What you return must match the data exactly, line for line.
Start of Data to examine
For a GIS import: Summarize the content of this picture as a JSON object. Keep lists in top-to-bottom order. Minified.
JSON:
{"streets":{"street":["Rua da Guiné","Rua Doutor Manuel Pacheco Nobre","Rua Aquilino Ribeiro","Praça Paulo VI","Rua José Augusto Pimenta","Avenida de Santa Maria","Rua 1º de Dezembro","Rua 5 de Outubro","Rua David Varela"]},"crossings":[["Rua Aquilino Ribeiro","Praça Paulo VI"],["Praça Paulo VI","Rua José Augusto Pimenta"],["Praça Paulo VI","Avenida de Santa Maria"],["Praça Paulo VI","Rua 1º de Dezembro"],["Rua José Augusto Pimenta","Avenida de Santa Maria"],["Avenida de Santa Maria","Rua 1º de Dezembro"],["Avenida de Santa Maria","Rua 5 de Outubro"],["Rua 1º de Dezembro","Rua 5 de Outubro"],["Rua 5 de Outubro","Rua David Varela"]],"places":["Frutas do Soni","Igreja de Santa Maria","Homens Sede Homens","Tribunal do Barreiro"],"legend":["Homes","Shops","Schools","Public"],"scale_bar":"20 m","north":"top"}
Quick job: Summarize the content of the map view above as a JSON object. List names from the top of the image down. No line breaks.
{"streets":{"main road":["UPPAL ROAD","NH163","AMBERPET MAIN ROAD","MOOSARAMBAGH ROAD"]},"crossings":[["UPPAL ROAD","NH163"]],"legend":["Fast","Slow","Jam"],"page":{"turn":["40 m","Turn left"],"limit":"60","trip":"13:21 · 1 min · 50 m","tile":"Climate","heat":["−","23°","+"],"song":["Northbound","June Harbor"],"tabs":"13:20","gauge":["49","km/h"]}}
End of Data to examine
Task output:
For a GIS import: Summarize the content of this picture as a JSON object. Keep lists in top-to-bottom order. Minified.
JSON:
{"streets":{"street":["Rua da Guiné","Rua Doutor Manuel Pacheco Nobre","Rua Aquilino Ribeiro","Praça Paulo VI","Rua José Augusto Pimenta","Avenida de Santa Maria","Rua 1º de Dezembro","Rua 5 de Outubro","Rua David Varela"]},"crossings":[["Rua Aquilino Ribeiro","Praça Paulo VI"],["Praça Paulo VI","Rua José Augusto Pimenta"],["Praça Paulo VI","Avenida de Santa Maria"],["Praça Paulo VI","Rua 1º de Dezembro"],["Rua José Augusto Pimenta","Avenida de Santa Maria"],["Avenida de Santa Maria","Rua 1º de Dezembro"],["Avenida de Santa Maria","Rua 5 de Outubro"],["Rua 1º de Dezembro","Rua 5 de Outubro"],["Rua 5 de Outubro","Rua David Varela"]],"places":["Frutas do Soni","Igreja de Santa Maria","Homens Sede Homens","Tribunal do Barreiro"],"legend":["Homes","Shops","Schools","Public"],"scale_bar":"20 m","north":"top"}
Quick job: Summarize the content of the map view above as a JSON object. List names from the top of the image down. No line breaks.
{"streets":{"main road":["UPPAL ROAD","NH163","AMBERPET MAIN ROAD","MOOSARAMBAGH ROAD"]},"crossings":[["UPPAL ROAD","NH163"]],"legend":["Fast","Slow","Jam"],"page":{"turn":["40 m","Turn left"],"limit":"60","trip":"13:21 · 1 min · 50 m","tile":"Climate","heat":["−","23°","+"],"song":["Northbound","June Harbor"],"tabs":"13:20","gauge":["49","km/h"]}}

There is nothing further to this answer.